*** RECORDED DATA ***

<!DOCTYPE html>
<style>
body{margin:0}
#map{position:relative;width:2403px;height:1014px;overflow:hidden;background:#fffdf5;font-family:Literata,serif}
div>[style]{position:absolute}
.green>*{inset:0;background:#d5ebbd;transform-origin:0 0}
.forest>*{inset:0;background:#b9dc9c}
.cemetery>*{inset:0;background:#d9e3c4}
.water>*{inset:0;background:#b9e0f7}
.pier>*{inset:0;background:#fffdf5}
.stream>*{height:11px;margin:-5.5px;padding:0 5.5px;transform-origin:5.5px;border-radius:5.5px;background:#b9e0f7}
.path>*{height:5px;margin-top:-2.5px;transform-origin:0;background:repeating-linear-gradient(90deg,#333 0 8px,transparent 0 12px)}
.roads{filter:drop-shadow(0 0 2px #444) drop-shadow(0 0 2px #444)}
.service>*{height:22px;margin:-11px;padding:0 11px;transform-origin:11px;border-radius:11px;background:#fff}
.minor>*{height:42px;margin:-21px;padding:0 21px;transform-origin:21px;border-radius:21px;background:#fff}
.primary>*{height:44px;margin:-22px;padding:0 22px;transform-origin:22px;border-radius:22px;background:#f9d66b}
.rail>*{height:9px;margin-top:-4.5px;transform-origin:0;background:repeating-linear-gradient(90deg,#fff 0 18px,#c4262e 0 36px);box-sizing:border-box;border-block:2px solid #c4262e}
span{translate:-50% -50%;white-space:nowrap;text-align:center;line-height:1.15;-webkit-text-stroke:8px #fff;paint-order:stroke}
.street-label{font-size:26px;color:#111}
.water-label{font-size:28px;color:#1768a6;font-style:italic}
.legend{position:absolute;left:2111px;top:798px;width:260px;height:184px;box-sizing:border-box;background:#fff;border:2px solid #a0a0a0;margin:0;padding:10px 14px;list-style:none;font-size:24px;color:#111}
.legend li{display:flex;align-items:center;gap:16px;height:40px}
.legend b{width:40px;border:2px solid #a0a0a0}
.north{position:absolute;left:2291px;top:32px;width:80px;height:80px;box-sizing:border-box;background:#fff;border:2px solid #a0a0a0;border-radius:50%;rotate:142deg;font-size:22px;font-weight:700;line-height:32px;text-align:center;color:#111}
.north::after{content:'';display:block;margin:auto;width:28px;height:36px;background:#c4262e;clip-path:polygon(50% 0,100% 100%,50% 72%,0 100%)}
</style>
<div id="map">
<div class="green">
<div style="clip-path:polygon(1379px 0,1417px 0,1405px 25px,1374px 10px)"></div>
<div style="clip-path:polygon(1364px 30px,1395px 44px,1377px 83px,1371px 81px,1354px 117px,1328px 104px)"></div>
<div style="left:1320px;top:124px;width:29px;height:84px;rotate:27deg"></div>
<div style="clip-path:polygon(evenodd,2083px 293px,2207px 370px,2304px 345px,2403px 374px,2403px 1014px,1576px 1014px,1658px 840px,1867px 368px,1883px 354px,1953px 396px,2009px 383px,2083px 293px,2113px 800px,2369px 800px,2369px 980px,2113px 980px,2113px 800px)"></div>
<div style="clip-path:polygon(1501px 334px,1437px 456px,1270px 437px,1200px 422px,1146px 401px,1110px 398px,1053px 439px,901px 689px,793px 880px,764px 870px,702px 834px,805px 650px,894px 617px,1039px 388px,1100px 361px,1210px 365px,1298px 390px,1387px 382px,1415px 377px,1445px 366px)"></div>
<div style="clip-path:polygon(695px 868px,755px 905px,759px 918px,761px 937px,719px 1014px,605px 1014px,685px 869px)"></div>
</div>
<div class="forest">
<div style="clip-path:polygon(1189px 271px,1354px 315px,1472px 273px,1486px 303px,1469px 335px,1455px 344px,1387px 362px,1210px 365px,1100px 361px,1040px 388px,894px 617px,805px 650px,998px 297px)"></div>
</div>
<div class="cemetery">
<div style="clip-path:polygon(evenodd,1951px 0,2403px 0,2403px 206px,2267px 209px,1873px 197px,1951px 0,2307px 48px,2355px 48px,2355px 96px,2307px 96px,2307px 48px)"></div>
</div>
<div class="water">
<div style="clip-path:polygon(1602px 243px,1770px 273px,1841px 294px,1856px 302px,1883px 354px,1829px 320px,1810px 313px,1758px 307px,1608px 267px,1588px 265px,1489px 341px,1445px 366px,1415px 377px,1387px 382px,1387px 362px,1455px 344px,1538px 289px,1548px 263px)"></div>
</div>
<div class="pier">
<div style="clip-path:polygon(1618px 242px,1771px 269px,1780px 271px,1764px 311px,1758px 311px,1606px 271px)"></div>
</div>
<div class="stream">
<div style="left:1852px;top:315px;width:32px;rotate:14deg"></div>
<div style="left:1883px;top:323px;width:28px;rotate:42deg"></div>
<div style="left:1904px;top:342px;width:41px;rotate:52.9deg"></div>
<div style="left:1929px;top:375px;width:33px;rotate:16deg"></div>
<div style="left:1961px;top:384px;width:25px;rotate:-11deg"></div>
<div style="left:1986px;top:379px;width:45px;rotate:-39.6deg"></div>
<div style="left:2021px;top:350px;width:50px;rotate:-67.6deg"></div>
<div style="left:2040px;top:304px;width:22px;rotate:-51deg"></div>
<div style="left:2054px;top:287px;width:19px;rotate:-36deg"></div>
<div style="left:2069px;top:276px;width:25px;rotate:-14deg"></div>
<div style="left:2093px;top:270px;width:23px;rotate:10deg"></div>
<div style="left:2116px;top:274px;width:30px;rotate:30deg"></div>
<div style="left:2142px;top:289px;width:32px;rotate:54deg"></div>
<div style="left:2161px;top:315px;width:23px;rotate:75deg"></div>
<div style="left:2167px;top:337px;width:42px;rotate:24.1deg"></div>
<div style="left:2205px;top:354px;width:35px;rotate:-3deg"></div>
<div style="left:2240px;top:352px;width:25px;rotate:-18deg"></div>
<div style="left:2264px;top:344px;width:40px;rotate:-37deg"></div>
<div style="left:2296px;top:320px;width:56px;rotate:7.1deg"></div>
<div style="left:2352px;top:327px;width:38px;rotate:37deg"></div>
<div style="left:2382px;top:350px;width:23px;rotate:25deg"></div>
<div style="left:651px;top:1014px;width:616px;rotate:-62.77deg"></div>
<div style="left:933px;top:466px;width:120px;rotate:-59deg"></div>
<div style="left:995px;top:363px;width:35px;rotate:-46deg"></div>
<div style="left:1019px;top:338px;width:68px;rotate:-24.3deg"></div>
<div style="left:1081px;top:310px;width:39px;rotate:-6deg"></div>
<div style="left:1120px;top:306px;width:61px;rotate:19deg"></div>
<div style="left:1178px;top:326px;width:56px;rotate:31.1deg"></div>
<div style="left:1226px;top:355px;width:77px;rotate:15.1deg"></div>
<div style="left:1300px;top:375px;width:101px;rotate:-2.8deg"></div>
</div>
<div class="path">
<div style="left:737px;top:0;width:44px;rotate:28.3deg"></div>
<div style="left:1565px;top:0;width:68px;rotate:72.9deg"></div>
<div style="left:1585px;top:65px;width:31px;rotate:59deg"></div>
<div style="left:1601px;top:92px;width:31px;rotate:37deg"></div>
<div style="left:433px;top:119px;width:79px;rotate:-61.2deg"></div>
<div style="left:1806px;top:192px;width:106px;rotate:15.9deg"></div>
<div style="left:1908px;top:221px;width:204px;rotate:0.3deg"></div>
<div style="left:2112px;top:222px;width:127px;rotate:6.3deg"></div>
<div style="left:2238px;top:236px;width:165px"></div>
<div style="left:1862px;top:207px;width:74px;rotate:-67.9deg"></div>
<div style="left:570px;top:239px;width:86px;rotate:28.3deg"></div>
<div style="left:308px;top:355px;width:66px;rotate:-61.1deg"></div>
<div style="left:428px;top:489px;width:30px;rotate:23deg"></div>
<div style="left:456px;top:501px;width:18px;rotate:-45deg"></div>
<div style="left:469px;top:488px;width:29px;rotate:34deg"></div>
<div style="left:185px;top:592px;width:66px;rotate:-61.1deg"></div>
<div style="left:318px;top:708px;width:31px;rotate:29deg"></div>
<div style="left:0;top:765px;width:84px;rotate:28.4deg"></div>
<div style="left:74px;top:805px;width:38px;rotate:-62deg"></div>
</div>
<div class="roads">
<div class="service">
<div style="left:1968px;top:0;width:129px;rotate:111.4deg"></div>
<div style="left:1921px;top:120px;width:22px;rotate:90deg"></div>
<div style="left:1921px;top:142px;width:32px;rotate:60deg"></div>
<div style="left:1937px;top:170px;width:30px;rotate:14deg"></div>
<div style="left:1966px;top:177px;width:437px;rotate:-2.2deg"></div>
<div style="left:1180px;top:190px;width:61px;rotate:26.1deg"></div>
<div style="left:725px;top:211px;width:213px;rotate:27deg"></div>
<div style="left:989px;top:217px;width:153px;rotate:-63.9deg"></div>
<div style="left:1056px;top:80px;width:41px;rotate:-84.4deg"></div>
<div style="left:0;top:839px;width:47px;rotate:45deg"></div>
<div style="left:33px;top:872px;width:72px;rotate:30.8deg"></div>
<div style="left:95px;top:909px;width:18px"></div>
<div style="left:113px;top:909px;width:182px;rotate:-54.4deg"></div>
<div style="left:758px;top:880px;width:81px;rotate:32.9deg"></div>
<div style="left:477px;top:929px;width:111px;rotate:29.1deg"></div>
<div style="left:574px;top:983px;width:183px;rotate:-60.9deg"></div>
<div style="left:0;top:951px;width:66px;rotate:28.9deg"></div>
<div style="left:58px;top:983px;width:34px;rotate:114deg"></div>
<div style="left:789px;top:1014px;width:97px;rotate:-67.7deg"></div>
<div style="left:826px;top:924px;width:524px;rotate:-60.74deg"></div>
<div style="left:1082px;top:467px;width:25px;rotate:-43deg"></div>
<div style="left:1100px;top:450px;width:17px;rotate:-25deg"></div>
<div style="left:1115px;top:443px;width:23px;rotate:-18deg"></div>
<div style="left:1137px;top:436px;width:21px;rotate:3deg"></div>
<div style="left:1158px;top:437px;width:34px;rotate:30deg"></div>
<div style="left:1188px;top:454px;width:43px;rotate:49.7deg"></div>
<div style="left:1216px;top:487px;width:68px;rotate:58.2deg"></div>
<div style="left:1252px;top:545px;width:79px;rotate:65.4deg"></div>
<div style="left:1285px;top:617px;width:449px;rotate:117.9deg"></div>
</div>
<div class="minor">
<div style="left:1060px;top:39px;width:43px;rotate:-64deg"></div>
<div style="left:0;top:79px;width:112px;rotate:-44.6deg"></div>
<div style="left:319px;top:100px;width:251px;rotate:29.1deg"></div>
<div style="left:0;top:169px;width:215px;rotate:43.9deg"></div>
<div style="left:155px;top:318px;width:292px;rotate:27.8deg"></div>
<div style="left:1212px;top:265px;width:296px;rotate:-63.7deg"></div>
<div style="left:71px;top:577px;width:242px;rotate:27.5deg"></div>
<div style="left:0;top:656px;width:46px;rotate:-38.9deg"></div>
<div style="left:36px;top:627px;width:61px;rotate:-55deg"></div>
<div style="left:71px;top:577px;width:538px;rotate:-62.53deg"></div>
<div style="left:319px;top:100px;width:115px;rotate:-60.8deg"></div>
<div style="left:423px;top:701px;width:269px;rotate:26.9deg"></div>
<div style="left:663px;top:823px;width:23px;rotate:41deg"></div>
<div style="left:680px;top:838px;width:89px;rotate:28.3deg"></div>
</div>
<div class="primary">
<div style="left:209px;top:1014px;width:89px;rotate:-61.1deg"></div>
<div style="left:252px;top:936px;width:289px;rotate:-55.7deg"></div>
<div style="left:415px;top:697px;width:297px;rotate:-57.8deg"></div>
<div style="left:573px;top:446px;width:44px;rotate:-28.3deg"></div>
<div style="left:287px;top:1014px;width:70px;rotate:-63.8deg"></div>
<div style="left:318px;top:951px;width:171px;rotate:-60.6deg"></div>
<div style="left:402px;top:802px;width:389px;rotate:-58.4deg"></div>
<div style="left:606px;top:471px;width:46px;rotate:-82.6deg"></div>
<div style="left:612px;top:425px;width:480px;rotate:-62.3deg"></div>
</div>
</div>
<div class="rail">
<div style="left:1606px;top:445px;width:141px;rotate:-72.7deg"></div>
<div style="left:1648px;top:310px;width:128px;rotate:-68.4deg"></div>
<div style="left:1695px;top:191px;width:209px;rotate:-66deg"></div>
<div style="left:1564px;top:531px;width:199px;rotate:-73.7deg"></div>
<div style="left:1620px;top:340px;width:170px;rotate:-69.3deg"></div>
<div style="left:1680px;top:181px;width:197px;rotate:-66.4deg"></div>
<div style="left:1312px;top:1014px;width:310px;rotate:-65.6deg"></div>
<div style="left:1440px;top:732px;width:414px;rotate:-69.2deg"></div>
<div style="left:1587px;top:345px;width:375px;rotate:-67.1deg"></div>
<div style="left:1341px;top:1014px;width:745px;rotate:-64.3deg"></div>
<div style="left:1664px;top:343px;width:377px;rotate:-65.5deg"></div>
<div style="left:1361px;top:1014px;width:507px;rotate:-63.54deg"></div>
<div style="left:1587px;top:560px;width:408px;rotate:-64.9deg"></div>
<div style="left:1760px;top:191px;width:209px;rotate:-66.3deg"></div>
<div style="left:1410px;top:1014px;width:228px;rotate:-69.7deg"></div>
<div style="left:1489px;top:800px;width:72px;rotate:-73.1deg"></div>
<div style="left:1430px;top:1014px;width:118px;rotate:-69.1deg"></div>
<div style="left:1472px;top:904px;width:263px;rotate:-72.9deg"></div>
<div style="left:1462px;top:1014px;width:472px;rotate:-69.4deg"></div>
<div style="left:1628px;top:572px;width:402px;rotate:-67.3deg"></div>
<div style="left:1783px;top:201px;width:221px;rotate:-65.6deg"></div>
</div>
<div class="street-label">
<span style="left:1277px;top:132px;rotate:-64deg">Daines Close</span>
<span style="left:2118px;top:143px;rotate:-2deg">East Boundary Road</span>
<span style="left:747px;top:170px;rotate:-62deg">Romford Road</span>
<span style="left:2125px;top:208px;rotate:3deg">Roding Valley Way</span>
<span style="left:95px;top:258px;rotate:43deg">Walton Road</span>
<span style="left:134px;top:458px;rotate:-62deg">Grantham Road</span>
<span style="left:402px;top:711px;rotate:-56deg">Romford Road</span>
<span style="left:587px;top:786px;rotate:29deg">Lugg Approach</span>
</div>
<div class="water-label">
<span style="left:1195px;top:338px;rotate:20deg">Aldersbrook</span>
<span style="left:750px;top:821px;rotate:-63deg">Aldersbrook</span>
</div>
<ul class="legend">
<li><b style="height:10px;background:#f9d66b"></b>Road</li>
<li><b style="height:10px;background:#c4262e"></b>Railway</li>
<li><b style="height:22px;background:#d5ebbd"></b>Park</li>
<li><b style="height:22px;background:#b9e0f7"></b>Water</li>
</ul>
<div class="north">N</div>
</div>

*** End of RECORDED DATA ***

** TASK REQUIREMENTS **
The required output is the exact run of lines from the beginning of the records to the line with "2px #444) drop-shadow(0", that line included.

** RESPONSE TO THE TASK **
<!DOCTYPE html>
<style>
body{margin:0}
#map{position:relative;width:2403px;height:1014px;overflow:hidden;background:#fffdf5;font-family:Literata,serif}
div>[style]{position:absolute}
.green>*{inset:0;background:#d5ebbd;transform-origin:0 0}
.forest>*{inset:0;background:#b9dc9c}
.cemetery>*{inset:0;background:#d9e3c4}
.water>*{inset:0;background:#b9e0f7}
.pier>*{inset:0;background:#fffdf5}
.stream>*{height:11px;margin:-5.5px;padding:0 5.5px;transform-origin:5.5px;border-radius:5.5px;background:#b9e0f7}
.path>*{height:5px;margin-top:-2.5px;transform-origin:0;background:repeating-linear-gradient(90deg,#333 0 8px,transparent 0 12px)}
.roads{filter:drop-shadow(0 0 2px #444) drop-shadow(0 0 2px #444)}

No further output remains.